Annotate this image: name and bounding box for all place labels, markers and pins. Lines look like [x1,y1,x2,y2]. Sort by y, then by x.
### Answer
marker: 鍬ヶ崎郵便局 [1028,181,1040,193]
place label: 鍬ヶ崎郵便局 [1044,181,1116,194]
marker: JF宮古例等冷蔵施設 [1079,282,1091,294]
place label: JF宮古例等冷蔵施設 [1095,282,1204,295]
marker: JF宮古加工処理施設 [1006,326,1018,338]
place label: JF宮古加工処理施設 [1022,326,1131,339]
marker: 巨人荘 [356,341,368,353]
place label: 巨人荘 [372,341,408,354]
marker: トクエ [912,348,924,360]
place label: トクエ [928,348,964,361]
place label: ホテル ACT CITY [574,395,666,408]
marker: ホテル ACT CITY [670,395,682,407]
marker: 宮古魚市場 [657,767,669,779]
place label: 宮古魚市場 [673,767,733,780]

* * *

● Task description
All of the material should be set down exactly as it reads.

● Answer to this task
Annotate this image: name and bounding box for all place labels, markers and pins. Lines look like [x1,y1,x2,y2]. Sort by y, then by x.
### Answer
marker: 鍬ヶ崎郵便局 [1028,181,1040,193]
place label: 鍬ヶ崎郵便局 [1044,181,1116,194]
marker: JF宮古例等冷蔵施設 [1079,282,1091,294]
place label: JF宮古例等冷蔵施設 [1095,282,1204,295]
marker: JF宮古加工処理施設 [1006,326,1018,338]
place label: JF宮古加工処理施設 [1022,326,1131,339]
marker: 巨人荘 [356,341,368,353]
place label: 巨人荘 [372,341,408,354]
marker: トクエ [912,348,924,360]
place label: トクエ [928,348,964,361]
place label: ホテル ACT CITY [574,395,666,408]
marker: ホテル ACT CITY [670,395,682,407]
marker: 宮古魚市場 [657,767,669,779]
place label: 宮古魚市場 [673,767,733,780]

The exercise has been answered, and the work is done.